Mónica, que desprende vitalidad por todos sus poros, resume el resto del proceso: “Te ayudan a coger una rutina diaria porque realmente es lo que necesitábamos. Todos los que estábamos allí teníamos una vida descontrolada. Limpias, haces una actividad, vas a clase. Cuando ya empiezas a estar a gusto contigo mismo, coges fuerza y ya vas con otra actitud a las reuniones con la familia y ellos responden de otra forma. También te das cuenta de que la gente se preocupa por ti, empezando por los educadores del centro”.
Hoy, Mónica comparte confidencias con su hermana, siempre tiene el apoyo de su madre y recibe whatsapps de su padre diciéndole que tiene a las mejores hijas del mundo. “No cambio a mi familia por nada. De hecho, prefiero ahora muchas veces estar con mi familia a con mis amigos”, finaliza con lágrimas en los ojos.
LA IMPORTANCIA DE LA COMUNICACIÓN
Ángel (nombre ficticio) es un arquitecto que vio derrumbarse su hogar después de que su mujer le pidiera el divorcio. Llevaban 27 años casados y otros siete de novios. “No me lo esperaba, me afectó tanto que tuve que ir al psicólogo y no pude prestarle la atención suficiente a mi hijo”.
Su hijo ya estaba en plena adolescencia en aquel momento. Contaba con 15 años y una autoestima inversamente proporcional a sus inseguridades debido a un caso de acoso por internet.
El divorcio fue el detonante. “Comenzó a comportarse de forma agresiva tanto conmigo como con mi exmujer. Se metió en una banda y empezó su periplo de un colegio a otro. Ha pasado por tres sin dar un palo al agua y metiéndose en un lío detrás de otro”.
En esta situación la comunicación era escasa. “Me fui paralizando poco a poco. Aunque estuve años dando clases en 5º de Arquitectura en el CEU y podía llegar a acercarme a mi hijo de otra manera, como con mis alumnos, la depresión por mi separación y por la situación económica me lo impidieron”.
Fue su exmujer la que contactó con el centro de la Fundación Amigó y se sumaron al proyecto Conviviendo, centrado en ayudar a jóvenes con estos problemas. “Fue un alivio, todos necesitábamos ayuda y no es una humillación pedirla”, reconoce Ángel.
Sólo han pasado cuatro meses y asegura: “Mi hijo ha cambiado una barbaridad. Ya está saliendo de las bandas en las que se metió y ha decidido dejarse de rapar el pelo”, cuenta emocionado.
RECONSTRUIR LA RELACIÓN
Irene Gallego tiene 30 años y es psicóloga del programa Conviviendo de la Fundación Amigó, un proyecto que surge de la necesidad de prevención en los chavales que llegan muy jóvenes con este problema y no hay recursos para ellos. Actualmente el más pequeño tiene 8 años y el mayor 18. “Cuando llegan aquí tanto padres como hijos están desesperados. Acumulan muchísimo y ante cualquier conflicto surge todo el pasado”, explica.

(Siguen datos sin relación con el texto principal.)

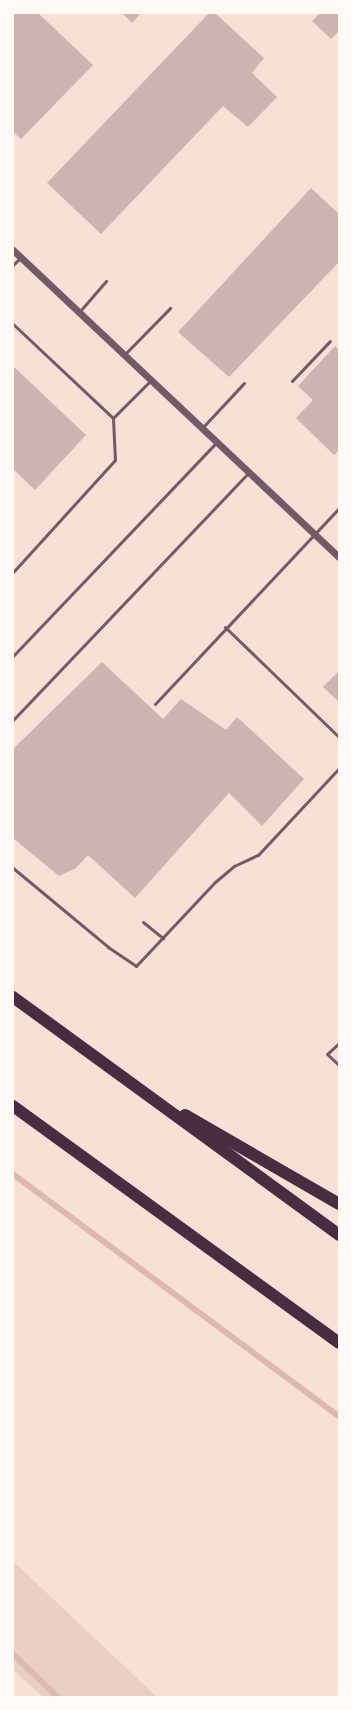 <!DOCTYPE html>
<style>
body{margin:0}
#map{position:relative;width:352px;height:1710px;overflow:hidden;background:#f7e1d7;font-family:"Roboto Condensed",sans-serif}
div>[style]{position:absolute}
.green>*{inset:0;background:#ebcfc5}
.stream>*{height:5.5px;margin:-2.75px;padding:0 2.75px;transform-origin:2.75px;border-radius:2.75px;background:#dcb8b0}
.building>*{inset:0;background:#ccb4b1}
.service>*{height:3px;margin:-1.5px;padding:0 1.5px;transform-origin:1.5px;border-radius:1.5px;background:#755966}
.tertiary>*{height:7px;margin:-3.5px;padding:0 3.5px;transform-origin:3.5px;border-radius:3.5px;background:#755966}
.motorway>*{height:12px;margin:-6px;padding:0 6px;transform-origin:6px;border-radius:6px;background:#4a2c40}
span{translate:-50% -50%;white-space:nowrap;text-align:center;line-height:1.15;-webkit-text-stroke:4px #fffaf5;paint-order:stroke}
.frame{position:absolute;inset:0;border:14px solid #fffaf5;pointer-events:none}
</style>
<div id="map">
<div class="green">
<div style="clip-path:polygon(13px 1561px,157px 1697px,43px 1697px,13px 1670px)"></div>
</div>
<div class="stream">
<div style="left:13px;top:1174px;width:406px;rotate:36.6deg"></div>
<div style="left:13px;top:1654px;width:62px;rotate:43.7deg"></div>
</div>
<div class="building">
<div style="clip-path:polygon(13px 13px,38px 13px,93px 65px,21px 139px,13px 132px)"></div>
<div style="clip-path:polygon(122px 13px,141px 13px,132px 23px)"></div>
<div style="clip-path:polygon(209px 13px,215px 13px,264px 58px,252px 73px,277px 97px,248px 127px,223px 106px,101px 234px,47px 183px)"></div>
<div style="clip-path:polygon(320px 13px,339px 13px,339px 31px,331px 39px,312px 21px)"></div>
<div style="clip-path:polygon(311px 188px,339px 214px,339px 262px,229px 377px,178px 332px)"></div>
<div style="clip-path:polygon(335px 346px,339px 350px,339px 450px,334px 455px,296px 418px,313px 400px,298px 386px)"></div>
<div style="clip-path:polygon(13px 366px,86px 435px,35px 490px,13px 469px)"></div>
<div style="clip-path:polygon(102px 662px,163px 719px,181px 699px,226px 730px,237px 717px,304px 779px,262px 826px,229px 793px,135px 898px,88px 855px,76px 868px,59px 876px,13px 838px,13px 749px)"></div>
<div style="clip-path:polygon(339px 671px,339px 702px,323px 687px)"></div>
</div>
<div class="service">
<div style="left:13px;top:265px;width:10px;rotate:-45deg"></div>
<div style="left:80px;top:311px;width:40px;rotate:-49deg"></div>
<div style="left:13px;top:324px;width:137px;rotate:43.2deg"></div>
<div style="left:113px;top:418px;width:42px;rotate:87.3deg"></div>
<div style="left:115px;top:460px;width:151px;rotate:132.3deg"></div>
<div style="left:124px;top:355px;width:66px;rotate:-45.6deg"></div>
<div style="left:292px;top:381px;width:55px;rotate:-46.5deg"></div>
<div style="left:113px;top:418px;width:52px;rotate:-45deg"></div>
<div style="left:203px;top:427px;width:60px;rotate:-47deg"></div>
<div style="left:225px;top:627px;width:158px;rotate:44deg"></div>
<div style="left:13px;top:656px;width:296px;rotate:-46.4deg"></div>
<div style="left:155px;top:704px;width:269px;rotate:-46.8deg"></div>
<div style="left:13px;top:720px;width:341px;rotate:-46.4deg"></div>
<div style="left:13px;top:868px;width:124px;rotate:39.7deg"></div>
<div style="left:108px;top:947px;width:34px;rotate:34deg"></div>
<div style="left:136px;top:966px;width:115px;rotate:-46.8deg"></div>
<div style="left:215px;top:882px;width:25px;rotate:-40deg"></div>
<div style="left:234px;top:866px;width:26px;rotate:-25deg"></div>
<div style="left:258px;top:855px;width:119px;rotate:-47deg"></div>
<div style="left:143px;top:922px;width:26px;rotate:39deg"></div>
<div style="left:339px;top:1043px;width:16px;rotate:137deg"></div>
<div style="left:327px;top:1054px;width:16px;rotate:43deg"></div>
</div>
<div class="tertiary">
<div style="left:13px;top:250px;width:448px;rotate:43.3deg"></div>
</div>
<div class="motorway">
<div style="left:13px;top:997px;width:404px;rotate:36.1deg"></div>
<div style="left:13px;top:1106px;width:403px;rotate:36deg"></div>
<div style="left:185px;top:1115px;width:178px;rotate:30deg"></div>
</div>
<div class="frame"></div>
</div>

“El primer paso para reconstruir la relación es eliminar la violencia, que muchas veces se ha convertido en bidireccional. Y cuando ya ha desaparecido o disminuido mucho se empieza a trabajar en comunicación, en emoción de hábitos”, continúa Gallego.

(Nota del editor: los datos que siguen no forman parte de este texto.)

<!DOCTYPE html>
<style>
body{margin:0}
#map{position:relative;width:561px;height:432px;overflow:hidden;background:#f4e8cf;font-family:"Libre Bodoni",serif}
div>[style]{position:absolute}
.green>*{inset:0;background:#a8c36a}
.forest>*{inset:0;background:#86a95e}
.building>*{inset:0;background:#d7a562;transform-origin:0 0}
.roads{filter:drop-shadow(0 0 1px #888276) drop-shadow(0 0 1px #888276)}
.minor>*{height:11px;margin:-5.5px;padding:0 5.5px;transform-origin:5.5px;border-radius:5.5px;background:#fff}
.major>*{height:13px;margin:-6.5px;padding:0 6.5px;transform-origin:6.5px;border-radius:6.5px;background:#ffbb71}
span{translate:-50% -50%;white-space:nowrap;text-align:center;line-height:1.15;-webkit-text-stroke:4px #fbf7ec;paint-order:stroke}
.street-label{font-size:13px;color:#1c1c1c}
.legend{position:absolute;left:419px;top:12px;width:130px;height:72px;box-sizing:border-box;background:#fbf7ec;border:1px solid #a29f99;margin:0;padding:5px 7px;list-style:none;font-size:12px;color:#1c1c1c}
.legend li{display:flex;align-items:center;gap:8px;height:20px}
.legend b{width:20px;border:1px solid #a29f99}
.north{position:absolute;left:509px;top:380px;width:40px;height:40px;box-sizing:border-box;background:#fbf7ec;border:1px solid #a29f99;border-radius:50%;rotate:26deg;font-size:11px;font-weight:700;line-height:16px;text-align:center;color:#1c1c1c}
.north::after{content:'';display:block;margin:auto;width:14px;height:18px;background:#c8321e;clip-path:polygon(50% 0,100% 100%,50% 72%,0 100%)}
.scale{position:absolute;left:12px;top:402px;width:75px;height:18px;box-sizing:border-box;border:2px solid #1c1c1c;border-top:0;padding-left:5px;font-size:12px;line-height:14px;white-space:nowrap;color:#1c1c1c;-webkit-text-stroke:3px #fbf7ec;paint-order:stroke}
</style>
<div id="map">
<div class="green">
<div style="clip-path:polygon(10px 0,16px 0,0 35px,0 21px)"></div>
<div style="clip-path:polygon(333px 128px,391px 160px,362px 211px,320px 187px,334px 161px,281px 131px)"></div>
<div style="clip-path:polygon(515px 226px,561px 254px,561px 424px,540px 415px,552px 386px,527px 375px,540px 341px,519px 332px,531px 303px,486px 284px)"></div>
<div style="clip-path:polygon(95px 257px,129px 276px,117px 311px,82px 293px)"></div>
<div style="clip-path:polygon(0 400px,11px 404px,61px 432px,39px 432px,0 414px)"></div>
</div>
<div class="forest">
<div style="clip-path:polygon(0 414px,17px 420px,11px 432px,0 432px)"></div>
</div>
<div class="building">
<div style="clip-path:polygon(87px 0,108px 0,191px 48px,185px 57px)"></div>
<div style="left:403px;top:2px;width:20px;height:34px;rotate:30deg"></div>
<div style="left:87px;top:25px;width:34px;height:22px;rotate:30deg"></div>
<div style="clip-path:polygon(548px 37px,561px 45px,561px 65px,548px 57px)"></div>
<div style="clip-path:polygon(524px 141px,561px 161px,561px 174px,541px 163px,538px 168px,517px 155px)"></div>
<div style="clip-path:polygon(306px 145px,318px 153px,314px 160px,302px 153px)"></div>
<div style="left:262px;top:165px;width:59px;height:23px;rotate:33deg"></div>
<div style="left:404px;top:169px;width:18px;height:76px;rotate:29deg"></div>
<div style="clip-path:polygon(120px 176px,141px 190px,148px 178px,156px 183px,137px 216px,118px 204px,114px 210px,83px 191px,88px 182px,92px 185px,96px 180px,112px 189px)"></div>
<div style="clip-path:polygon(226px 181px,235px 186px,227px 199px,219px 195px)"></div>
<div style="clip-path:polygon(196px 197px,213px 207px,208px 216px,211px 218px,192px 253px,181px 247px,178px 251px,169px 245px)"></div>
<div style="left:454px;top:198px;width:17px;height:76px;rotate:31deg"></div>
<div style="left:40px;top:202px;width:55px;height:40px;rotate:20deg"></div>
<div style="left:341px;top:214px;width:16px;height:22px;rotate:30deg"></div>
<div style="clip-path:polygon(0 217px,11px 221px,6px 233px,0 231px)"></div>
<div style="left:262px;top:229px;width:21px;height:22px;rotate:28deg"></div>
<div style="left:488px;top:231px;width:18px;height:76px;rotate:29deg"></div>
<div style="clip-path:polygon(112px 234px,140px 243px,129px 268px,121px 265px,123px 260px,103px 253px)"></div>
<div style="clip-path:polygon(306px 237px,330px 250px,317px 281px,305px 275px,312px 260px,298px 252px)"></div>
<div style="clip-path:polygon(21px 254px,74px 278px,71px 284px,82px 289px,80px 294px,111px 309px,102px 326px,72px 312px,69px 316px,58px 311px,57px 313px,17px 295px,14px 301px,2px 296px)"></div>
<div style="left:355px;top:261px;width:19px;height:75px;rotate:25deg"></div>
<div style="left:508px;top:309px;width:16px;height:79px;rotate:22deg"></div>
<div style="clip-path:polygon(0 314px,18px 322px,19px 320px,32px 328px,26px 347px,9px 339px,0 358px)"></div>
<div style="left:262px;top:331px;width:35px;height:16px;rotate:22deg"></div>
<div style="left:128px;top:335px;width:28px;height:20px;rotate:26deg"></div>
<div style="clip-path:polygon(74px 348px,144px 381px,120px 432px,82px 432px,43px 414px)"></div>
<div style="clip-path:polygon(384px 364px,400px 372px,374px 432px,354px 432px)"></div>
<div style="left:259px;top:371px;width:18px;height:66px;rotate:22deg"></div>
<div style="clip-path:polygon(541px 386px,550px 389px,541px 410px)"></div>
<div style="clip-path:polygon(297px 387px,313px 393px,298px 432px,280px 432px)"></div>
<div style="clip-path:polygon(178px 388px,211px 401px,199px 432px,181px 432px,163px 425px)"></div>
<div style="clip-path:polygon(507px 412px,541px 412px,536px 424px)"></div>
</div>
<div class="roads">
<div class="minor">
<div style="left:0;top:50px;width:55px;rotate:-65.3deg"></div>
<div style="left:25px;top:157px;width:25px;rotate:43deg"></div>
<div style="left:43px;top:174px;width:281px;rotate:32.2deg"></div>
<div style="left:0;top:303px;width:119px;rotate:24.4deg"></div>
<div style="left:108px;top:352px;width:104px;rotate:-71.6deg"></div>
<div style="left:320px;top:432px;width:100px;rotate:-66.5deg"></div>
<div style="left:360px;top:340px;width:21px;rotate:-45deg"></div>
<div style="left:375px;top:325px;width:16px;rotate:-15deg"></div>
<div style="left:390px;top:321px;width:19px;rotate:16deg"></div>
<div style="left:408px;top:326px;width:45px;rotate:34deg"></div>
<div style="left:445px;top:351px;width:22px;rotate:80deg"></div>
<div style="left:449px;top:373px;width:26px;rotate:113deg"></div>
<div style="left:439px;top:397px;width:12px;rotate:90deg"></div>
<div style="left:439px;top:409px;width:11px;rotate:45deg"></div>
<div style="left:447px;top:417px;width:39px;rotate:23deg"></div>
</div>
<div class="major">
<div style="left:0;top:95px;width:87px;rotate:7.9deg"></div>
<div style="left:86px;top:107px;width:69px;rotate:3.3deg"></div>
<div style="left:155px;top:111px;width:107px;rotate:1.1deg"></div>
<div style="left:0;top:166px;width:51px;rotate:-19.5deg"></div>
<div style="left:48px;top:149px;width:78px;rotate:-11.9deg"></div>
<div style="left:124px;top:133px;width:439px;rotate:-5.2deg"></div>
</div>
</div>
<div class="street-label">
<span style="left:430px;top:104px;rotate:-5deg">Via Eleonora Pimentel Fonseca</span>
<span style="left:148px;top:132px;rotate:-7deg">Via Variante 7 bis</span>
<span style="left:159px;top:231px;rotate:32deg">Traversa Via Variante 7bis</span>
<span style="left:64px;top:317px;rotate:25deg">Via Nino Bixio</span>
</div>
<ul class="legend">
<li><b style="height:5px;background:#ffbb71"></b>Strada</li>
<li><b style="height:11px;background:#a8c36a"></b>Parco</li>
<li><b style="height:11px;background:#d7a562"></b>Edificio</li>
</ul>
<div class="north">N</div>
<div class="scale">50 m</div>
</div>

En este programa que dura entre 9 y 12 meses se trabaja con mediaciones en la familia, de forma individual y con algunas tareas. “Hay que reconstruir el vínculo afectivo y tienen que aprender a hablar, a no tener miedo a decir las cosas ni a recibirlas”, cuenta.

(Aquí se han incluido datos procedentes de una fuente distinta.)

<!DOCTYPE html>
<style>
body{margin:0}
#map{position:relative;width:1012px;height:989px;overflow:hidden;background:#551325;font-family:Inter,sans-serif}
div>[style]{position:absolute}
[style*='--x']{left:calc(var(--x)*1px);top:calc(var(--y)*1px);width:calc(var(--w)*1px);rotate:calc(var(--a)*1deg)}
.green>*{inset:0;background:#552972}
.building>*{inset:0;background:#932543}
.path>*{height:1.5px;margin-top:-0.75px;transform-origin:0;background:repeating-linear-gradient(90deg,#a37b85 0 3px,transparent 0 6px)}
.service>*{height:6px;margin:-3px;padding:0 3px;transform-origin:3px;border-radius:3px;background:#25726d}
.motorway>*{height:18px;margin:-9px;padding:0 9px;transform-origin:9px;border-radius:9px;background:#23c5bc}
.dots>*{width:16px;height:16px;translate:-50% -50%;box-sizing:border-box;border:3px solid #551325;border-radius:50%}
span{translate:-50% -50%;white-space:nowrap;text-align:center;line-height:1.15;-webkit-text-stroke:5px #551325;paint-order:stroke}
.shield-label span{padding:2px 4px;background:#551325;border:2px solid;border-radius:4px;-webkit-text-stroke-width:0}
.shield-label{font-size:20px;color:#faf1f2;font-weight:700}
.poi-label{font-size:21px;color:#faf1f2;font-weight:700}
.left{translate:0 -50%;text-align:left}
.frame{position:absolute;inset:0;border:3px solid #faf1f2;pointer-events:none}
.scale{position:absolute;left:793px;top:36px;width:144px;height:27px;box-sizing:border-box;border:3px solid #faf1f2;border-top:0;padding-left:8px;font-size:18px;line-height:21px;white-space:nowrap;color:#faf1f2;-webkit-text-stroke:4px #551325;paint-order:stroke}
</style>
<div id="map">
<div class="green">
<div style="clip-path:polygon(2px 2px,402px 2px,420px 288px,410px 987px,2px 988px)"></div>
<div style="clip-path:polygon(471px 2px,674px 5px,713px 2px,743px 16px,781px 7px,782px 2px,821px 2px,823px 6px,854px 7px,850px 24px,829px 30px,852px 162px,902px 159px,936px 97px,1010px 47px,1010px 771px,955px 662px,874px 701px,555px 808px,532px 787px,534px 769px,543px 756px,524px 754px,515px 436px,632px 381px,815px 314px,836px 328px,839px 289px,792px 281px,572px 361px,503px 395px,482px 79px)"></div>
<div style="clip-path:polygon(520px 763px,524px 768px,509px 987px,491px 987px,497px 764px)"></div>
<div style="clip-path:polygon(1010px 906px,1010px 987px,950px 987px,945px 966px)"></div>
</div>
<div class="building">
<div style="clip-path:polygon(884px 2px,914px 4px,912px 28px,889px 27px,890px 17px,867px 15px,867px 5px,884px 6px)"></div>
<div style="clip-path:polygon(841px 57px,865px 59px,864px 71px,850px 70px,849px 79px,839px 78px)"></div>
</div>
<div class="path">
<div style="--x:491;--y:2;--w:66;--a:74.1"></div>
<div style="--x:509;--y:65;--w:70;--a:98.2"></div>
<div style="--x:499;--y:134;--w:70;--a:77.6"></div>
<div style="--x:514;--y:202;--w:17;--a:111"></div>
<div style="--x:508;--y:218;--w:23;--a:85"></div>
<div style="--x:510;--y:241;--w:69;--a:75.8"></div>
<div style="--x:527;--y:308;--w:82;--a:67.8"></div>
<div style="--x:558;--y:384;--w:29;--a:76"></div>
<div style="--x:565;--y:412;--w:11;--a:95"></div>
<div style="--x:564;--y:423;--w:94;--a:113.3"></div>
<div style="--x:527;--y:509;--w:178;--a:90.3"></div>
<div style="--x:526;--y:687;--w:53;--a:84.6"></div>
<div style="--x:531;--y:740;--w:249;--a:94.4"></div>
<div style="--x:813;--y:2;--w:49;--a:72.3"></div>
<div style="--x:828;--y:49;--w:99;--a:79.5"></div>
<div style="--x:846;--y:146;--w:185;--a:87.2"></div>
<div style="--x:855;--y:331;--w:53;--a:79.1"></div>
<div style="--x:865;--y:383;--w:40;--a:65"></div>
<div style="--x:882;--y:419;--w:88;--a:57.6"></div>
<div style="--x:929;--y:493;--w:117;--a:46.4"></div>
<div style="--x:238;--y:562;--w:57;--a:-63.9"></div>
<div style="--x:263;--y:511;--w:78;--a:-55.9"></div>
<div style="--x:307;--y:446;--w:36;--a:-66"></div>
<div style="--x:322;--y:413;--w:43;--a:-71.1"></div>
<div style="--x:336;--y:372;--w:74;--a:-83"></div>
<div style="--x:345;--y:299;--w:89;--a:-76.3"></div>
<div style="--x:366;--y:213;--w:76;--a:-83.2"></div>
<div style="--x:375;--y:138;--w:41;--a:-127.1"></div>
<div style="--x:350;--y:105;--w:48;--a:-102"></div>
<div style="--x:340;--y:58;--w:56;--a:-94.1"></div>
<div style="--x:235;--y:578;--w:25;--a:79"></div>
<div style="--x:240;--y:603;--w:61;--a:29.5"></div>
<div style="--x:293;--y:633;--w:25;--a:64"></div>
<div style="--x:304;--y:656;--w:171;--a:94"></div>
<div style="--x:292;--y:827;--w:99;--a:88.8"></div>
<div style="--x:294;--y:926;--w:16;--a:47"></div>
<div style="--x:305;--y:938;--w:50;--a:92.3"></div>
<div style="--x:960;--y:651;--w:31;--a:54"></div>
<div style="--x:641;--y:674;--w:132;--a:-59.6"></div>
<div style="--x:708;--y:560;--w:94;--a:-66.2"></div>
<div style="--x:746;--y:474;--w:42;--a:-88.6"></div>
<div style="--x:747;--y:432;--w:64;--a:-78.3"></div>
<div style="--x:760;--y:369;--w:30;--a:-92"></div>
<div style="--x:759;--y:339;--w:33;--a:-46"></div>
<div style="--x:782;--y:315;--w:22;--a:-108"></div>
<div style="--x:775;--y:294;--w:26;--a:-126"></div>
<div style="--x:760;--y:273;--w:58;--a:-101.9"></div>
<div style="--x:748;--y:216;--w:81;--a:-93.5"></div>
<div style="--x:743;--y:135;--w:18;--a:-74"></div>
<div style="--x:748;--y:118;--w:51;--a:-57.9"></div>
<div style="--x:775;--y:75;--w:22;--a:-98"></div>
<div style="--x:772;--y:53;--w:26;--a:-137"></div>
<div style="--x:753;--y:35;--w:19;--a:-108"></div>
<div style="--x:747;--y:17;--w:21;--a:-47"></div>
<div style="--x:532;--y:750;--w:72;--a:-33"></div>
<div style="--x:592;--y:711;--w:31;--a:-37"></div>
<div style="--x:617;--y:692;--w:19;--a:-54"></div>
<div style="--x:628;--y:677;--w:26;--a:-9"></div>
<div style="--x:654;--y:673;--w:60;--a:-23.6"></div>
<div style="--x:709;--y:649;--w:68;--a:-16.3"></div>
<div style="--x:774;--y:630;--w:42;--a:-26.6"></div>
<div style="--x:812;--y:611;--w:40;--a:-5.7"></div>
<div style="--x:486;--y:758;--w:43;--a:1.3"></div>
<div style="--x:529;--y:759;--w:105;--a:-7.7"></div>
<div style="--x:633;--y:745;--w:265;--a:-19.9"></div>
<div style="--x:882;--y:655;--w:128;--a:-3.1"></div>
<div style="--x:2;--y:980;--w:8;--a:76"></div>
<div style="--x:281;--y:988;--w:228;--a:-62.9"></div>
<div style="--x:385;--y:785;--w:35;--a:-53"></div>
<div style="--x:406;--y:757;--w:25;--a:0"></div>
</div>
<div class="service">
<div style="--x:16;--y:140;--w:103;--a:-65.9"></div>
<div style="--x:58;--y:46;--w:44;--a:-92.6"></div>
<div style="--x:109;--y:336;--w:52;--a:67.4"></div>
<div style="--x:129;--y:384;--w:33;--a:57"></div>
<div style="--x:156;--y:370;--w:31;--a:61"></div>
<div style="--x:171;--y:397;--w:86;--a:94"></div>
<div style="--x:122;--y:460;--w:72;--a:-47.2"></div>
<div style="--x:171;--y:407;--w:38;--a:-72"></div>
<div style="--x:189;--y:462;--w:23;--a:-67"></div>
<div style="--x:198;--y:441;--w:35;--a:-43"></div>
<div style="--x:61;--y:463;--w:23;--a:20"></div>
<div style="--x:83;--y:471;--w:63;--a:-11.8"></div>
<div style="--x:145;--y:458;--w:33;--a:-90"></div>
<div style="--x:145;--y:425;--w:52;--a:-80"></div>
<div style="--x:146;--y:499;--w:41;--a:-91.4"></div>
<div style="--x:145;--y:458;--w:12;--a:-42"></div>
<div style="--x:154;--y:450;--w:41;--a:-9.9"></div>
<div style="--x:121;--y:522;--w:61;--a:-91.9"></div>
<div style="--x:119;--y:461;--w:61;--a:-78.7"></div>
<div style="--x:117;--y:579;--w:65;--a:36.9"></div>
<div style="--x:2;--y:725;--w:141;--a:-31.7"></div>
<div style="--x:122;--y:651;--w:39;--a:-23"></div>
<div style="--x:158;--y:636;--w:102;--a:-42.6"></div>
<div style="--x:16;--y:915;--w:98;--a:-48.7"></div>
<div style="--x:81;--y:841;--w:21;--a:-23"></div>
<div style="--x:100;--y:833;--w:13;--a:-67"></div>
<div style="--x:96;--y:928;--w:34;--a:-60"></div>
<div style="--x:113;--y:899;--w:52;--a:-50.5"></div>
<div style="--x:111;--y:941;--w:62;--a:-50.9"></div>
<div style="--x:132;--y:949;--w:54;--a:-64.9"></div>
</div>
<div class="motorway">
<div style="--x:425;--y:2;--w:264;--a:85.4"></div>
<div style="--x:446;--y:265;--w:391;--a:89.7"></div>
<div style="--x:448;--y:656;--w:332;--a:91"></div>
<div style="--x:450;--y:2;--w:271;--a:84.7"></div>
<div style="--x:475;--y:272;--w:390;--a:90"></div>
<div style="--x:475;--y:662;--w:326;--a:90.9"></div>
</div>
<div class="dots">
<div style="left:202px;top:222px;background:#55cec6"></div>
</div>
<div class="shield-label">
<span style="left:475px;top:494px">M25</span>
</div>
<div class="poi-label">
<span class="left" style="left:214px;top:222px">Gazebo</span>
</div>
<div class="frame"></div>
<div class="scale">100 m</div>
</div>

Para evitar llegar a estas situaciones hay que educar desde que nace. “El niño no puede criarse en un ambiente de gritos, de violencia, donde sólo importa la nota que saque… Hay que promover los momentos en familia, no confundir firmeza con autoritarismo y, muy importante; el afecto. Incluso una psicopatía se reconduce con afecto”, señala Irene.
Y, por supuesto, no hay que ceder nunca a la violencia. “Es decir, cuando un niño se tira al suelo y patalea por un juguete, no se le puede comprar después”.
Al primer síntoma, “cuanto antes se ataje la violencia, mejor. No hay que mirar para otro lado cuando tu hijo te insulta o te grita por primera vez”. Y cuando la situación se ha complicado, “hay que perder el miedo y soltar la mochila. No es fácil y el proceso es duro pero se supera”.